Publié le par Rosalie210

Kenji Kamiyama (2017)

Hirune Hime, rêves éveillés (Hirune hime: shiranai watashi no monogatari)

"Hirune Hime, rêves éveillés" a connu une sortie confidentielle en France cet été. Il s'agit d'un film d'animation qui comme souvent au Japon entremêle le rêve et la réalité, l'un étant au service de l'autre. L'héroïne, Kokone est narcoleptique c'est à dire qu'elle a tendance à s'endormir à tout bout de champ. Mais ses rêves ne sont qu'une version plus chatoyante de son vécu, caractérisé par un puzzle familial à reconstituer. Dans ses rêves, elle vit à Heartland (cœur d'acier en VF) une ville industrielle rétro-futuriste qui rappelle un peu Metropolis et l'univers de Miyazaki. Elle-même se nomme Cœur (Ancien en VO) et possède des pouvoirs magiques, sa baguette étant une tablette numérique. Elle peut en particulier donner vie aux objets et aux machines. Le lien avec la réalité réside bien évidemment dans la technologie qui fait office de magie, l'enjeu de l'histoire étant la création d'un prototype de voiture autonome pour les jeux olympiques de 2020. Un prototype dont les plans ont été mis au point par les parents de Kokone (qui travaillaient tous deux dans l'industrie automobile) mais dont un mystérieux sbire du chef de l'entreprise Shijima, Watanabe veut s'emparer pour son propre profit. La mère de Kokone est décédée dans un accident quand celle-ci était bébé et son père est arrêté pour espionnage industriel. Kokone se retrouve donc seule pour tenter d'empêcher Watanabe de s'emparer de la tablette magique qui renferme les fameux plans.

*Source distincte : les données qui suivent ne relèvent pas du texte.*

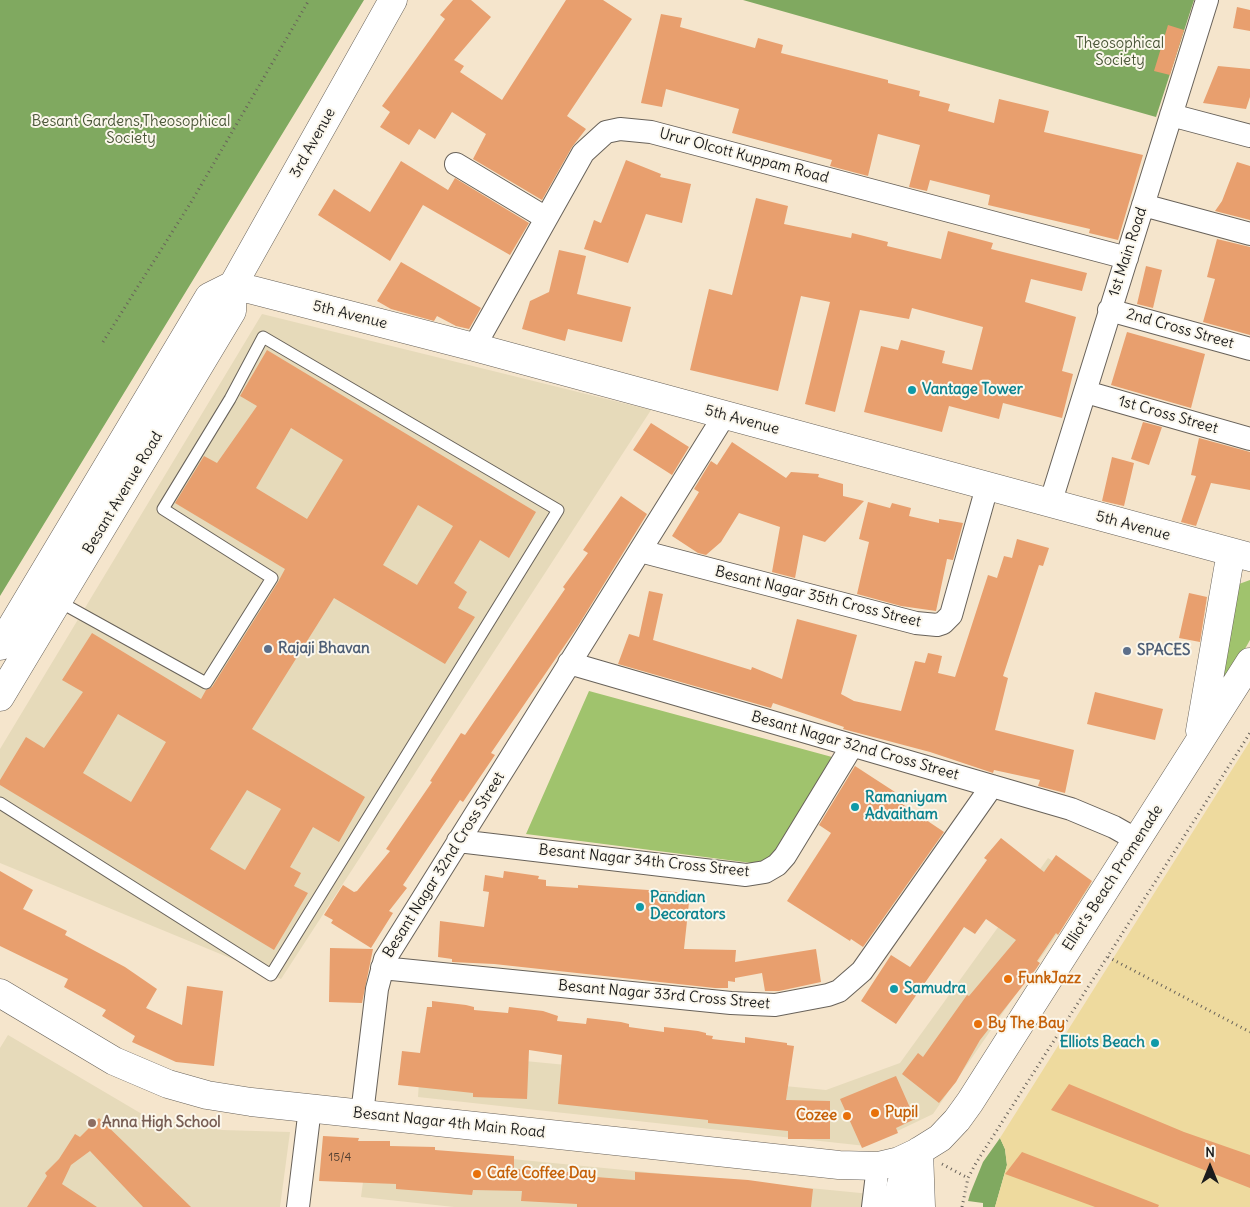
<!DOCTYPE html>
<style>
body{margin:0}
#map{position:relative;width:1250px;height:1207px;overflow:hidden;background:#f5e5cc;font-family:Delius,sans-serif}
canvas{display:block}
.north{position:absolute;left:1185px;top:1142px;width:50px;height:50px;-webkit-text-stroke:4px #fbf7ec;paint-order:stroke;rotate:0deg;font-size:14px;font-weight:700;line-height:20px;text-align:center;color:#1c1c1c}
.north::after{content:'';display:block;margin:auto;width:18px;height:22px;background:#1c1c1c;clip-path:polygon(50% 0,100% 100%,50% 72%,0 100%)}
</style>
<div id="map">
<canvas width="1250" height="1207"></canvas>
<div class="north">N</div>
</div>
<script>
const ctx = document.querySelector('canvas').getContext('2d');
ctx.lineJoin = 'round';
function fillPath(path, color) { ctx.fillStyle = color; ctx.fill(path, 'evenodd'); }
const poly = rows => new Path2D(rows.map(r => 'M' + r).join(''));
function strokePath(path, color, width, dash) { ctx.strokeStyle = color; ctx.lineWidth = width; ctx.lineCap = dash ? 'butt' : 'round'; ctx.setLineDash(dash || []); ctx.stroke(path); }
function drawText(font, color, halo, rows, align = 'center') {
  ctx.font = font + ' Delius,sans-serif'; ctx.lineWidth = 4; ctx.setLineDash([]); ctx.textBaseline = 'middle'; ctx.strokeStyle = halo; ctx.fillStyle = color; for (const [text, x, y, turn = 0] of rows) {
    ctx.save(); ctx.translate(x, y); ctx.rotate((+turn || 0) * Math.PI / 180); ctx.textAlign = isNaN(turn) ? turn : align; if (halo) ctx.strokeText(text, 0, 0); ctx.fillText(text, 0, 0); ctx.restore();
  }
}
fillPath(poly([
 [262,314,651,410,281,979,0,863,0,749],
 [1048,858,1091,885,933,1114,866,1146,418,1097,421,1051,826,1090,900,1063],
 [8,1035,147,1117,222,1130,290,1132,280,1207,0,1207,0,1048],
 [368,1145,881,1195,880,1207,454,1207,361,1197]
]), '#e6daba');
fillPath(poly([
 [1250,580,1250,640,1221,691,1239,584],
 [589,691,832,757,767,865,526,834]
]), '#a0c36d');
fillPath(poly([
 [0,0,364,0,0,596],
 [743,0,1194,0,1156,117],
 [1000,1138,1005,1149,1007,1165,995,1207,983,1207,983,1203,968,1201,970,1194,983,1162]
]), '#80a960');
fillPath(poly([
 [1250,741,1250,1207,995,1207,1007,1165,1005,1149,1000,1138]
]), '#eeda9e');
fillPath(poly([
 [453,0,471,0,491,17,454,60,464,66,460,72,502,100,566,0,603,0,632,19,567,116,586,129,572,147,542,200,473,159,486,134,452,112,435,139,419,129,409,145,380,127,390,112,382,106,445,19,440,15],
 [1237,7,1250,10,1250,31,1233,28],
 [661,14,682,18,680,27,755,48,758,38,783,45,781,53,888,80,888,83,920,91,919,96,950,104,948,111,994,123,999,99,1049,111,1044,132,1143,155,1118,240,1089,233,1090,229,988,205,990,195,930,180,927,191,909,187,920,145,878,134,868,176,830,166,832,160,732,133,739,109,666,89,662,107,641,103],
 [1168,25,1184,30,1170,75,1154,71],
 [1218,66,1250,69,1250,97,1246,109,1203,103],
 [626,160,661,174,660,177,691,184,682,223,646,214,628,263,584,249,594,220,601,223],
 [401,161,448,190,455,178,529,223,510,255,423,205,390,261,318,215,334,189,370,212],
 [1237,162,1250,166,1250,220,1215,211,1222,201],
 [756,198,788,206,784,224,851,238,852,233,888,242,887,246,941,259,948,231,993,243,991,249,1087,273,1082,291,1031,279,1025,302,1076,317,1062,371,1073,374,1062,418,1003,403,999,419,949,406,942,432,864,412,881,346,898,350,901,340,945,351,942,363,972,370,983,327,912,308,909,319,860,310,835,412,805,404,830,302,801,296,778,391,690,370,709,289,732,295],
 [1217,239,1250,247,1250,335,1203,322,1215,279,1207,277],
 [559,250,586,256,577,294,631,307,622,342,568,329,565,341,522,329,530,301,549,292],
 [401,262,481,308,469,329,456,326,437,316,434,321,391,309,377,301],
 [1146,266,1162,270,1153,308,1137,304],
 [1127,332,1205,354,1191,408,1111,385],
 [267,350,536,512,509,558,480,540,454,583,467,592,458,608,475,617,445,664,334,598,252,729,365,797,339,842,313,827,290,867,301,873,294,886,308,893,274,950,0,785,0,780,26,737,44,748,83,692,62,680,92,633,201,699,206,690,212,687,278,582,285,569,175,503,204,456,217,463,257,406,240,396],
 [291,428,343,460,307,519,256,488],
 [418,505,453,526,417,585,383,565],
 [118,714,166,742,131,802,83,773],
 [247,790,281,809,245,870,210,849],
 [1143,422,1162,427,1149,465,1131,459],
 [651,423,689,447,672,475,633,450],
 [1199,438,1250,452,1250,490,1211,483,1196,526,1181,522,1196,476,1191,475],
 [732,442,786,478,791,472,819,474,818,477,843,484,843,496,864,501,825,542,803,535,795,578,772,572,780,527,739,513,721,542,706,555,698,553,672,536,699,492,694,489,711,461,717,465],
 [1112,457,1134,463,1124,506,1102,501],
 [621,496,647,514,578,626,491,753,495,755,463,802,460,800,403,885,407,888,389,911,393,913,371,948,331,923,333,920,324,915,343,885,354,892,357,891,390,851,386,849,432,782,430,781,461,733,465,735,565,589,563,587,588,553,583,550],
 [868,502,890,508,892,503,911,508,909,516,939,523,939,519,963,523,953,560,947,559,936,611,901,606,857,594,869,542,859,539],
 [1017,539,1049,548,1043,566,1039,565,1003,676,1008,678,995,730,1074,750,1065,793,1038,786,1040,780,994,770,993,773,930,752,843,729,844,727,773,703,771,708,618,664,629,634,639,637,649,591,663,594,653,640,751,670,752,667,782,679,797,619,857,635,841,694,854,701,901,711,915,661,925,663,928,653,942,656,938,673,955,677,988,575,997,578,1004,556,1012,558],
 [1189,593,1207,597,1200,642,1179,638],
 [1095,692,1163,709,1155,740,1087,724],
 [855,766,895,792,892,797,944,832,863,947,851,939,850,941,787,901,831,833,819,825],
 [1001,838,1044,872,1056,855,1092,881,1058,935,1056,933,1037,961,1040,963,1036,969,980,1040,956,1082,939,1103,902,1074,918,1053,923,1057,967,995,969,996,1016,940,986,919,975,934,964,927,896,1024,861,1001,891,955,910,967,987,860,984,858],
 [0,871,33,890,23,909,67,931,65,935,125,967,157,989,146,1008,182,1025,187,986,223,991,214,1066,176,1062,132,1042,135,1036,102,1016,106,1010,64,987,68,979,0,946],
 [504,871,539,876,538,879,546,880,546,886,578,888,578,885,690,893,684,949,736,950,735,962,816,949,821,982,779,991,765,991,762,973,735,978,735,982,728,981,728,988,715,988,494,964,452,962,452,959,438,957,440,921,484,927,489,892,483,891,485,875,503,878],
 [330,948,373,949,362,1003,329,1002],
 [432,1001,466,1005,474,1007,474,1010,508,1013,509,1007,543,1011,558,1016,557,1021,586,1024,587,1018,621,1022,629,1024,629,1027,664,1032,664,1027,698,1031,706,1033,706,1035,713,1036,712,1039,745,1043,745,1037,787,1043,787,1045,794,1046,786,1100,830,1101,830,1139,788,1139,788,1131,708,1123,708,1120,558,1104,562,1055,529,1050,527,1099,473,1097,473,1093,398,1085,402,1051,420,1053,427,1007,432,1007],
 [896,1076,915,1119,896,1128,898,1133,862,1148,840,1099],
 [1069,1084,1184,1132,1250,1155,1250,1188,1051,1110],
 [99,1118,191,1207,143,1207,90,1151,71,1165,62,1184,97,1207,27,1207,47,1176,45,1173,59,1159,75,1134,80,1137],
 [323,1136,359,1138,358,1141,390,1141,390,1146,435,1147,435,1150,514,1156,514,1169,570,1172,570,1175,635,1180,635,1172,748,1180,813,1189,811,1207,577,1207,577,1204,521,1201,522,1191,473,1190,472,1195,396,1189,396,1184,319,1181],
 [1022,1152,1159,1205,1158,1207,1095,1207,1005,1174]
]), '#e89f6e');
const lane = poly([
 [0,803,271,975,558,510,263,337,230,399,163,509,272,578,206,683,58,601]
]);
const street = poly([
 [1171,115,1250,136],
 [456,164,546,218],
 [1143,205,1250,234],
 [1109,310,1250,349],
 [474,347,583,153,606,132,620,129,651,132,1127,258],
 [1086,392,1250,439],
 [1050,504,1207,0],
 [640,551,916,623,937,625,943,623,951,615,987,487],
 [569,663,1071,809,1114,827,1137,840],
 [458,841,721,872,746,875,765,872,777,865,785,856,852,746],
 [382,968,731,1003,775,1005,828,995,839,991,862,971,992,786],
 [362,1114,377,989,385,959,724,416],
 [298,1207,310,1108],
 [873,1207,878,1166]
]);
const secondary = poly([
 [233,285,474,347,1250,557],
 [0,646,209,297,233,285],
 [0,697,232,311,233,285,393,0],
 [1200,731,1231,552],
 [0,993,114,1061,168,1084,207,1095,251,1102,839,1165,878,1166,899,1161,916,1153,940,1138,957,1120,970,1102,1250,662],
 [919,1151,921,1207],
 [895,1207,905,1170,919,1151]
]);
strokePath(lane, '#68625a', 13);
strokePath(street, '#68625a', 24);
strokePath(secondary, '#68625a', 29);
strokePath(poly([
 [103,342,193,199,309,0],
 [1108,957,1250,1032],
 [942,1164,968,1178],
 [962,1207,968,1178,976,1163,1250,733]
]), '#68625a', 3, [1, 4]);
strokePath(lane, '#fff', 11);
strokePath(street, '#fff', 22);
strokePath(secondary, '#fff', 28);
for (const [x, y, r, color] of [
 [912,390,5,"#0f9aa8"],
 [268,649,5,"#5c6f8a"],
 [1127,651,5,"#5c6f8a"],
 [855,807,5,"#0f9aa8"],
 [640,907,5,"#0f9aa8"],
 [1008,979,5,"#e8710a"],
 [894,989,5,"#0f9aa8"],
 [978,1024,5,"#e8710a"],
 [1155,1043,5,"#0f9aa8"],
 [875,1113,5,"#e8710a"],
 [847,1116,5,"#e8710a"],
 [92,1123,5,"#8d6e63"],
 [477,1174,5,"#e8710a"]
]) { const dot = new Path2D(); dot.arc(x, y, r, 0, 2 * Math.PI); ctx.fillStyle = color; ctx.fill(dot); strokePath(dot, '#fbf7ec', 2); }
drawText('12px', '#4f3d30', null, [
 ["15/4",340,1158]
]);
drawText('15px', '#4a5638', '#fbf7ec', [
 ["Theosophical",1120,44],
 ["Society",1120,61],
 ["Besant Gardens,Theosophical",131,122],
 ["Society",131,139]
]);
drawText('15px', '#1c1c1c', '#fbf7ec', [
 ["3rd Avenue",313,143,-61],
 ["Urur Olcott Kuppam Road",744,156,15],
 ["1st Main Road",1128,252,-72],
 ["5th Avenue",350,315,14],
 ["2nd Cross Street",1180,329,16],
 ["1st Cross Street",1168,415,16],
 ["5th Avenue",742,420,15],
 ["Besant Avenue Road",123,493,-59],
 ["5th Avenue",1133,526,15],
 ["Besant Nagar 35th Cross Street",818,597,14],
 ["Besant Nagar 32nd Cross Street",855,746,16],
 ["Besant Nagar 34th Cross Street",644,861,6],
 ["Besant Nagar 32nd Cross Street",444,865,-58],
 ["Elliot's Beach Promenade",1113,878,-57],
 ["Besant Nagar 33rd Cross Street",664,995,5],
 ["Besant Nagar 4th Main Road",449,1123,6]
]);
drawText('bold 15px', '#0d838f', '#fbf7ec', [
 ["Vantage Tower",922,390],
 ["Ramaniyam",865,798],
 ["Advaitham",865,815],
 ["Pandian",650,898],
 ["Decorators",650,915],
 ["Samudra",904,989],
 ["Elliots Beach",1145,1043,"right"]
], 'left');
drawText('bold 15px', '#4e5e75', '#fbf7ec', [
 ["Rajaji Bhavan",278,649],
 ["SPACES",1137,651]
], 'left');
drawText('bold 15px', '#c56008', '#fbf7ec', [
 ["FunkJazz",1018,979],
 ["By The Bay",988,1024],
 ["Pupil",885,1113],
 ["Cozee",837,1116,"right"],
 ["Cafe Coffee Day",487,1174]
], 'left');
drawText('bold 15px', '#785e54', '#fbf7ec', [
 ["Anna High School",102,1123]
], 'left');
</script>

L'ensemble se suit agréablement notamment grâce à des personnages sympathiques et émouvants et des décors très soignés (ceux de Tokyo et d'Osaka notamment). Cependant l'histoire (la recomposition d'une famille) est très traditionnelle et le cheminement entre le rêve et la réalité est si bien balisé qu'il n'y a certes pas de risque de se perdre mais pas de folie baroque non plus.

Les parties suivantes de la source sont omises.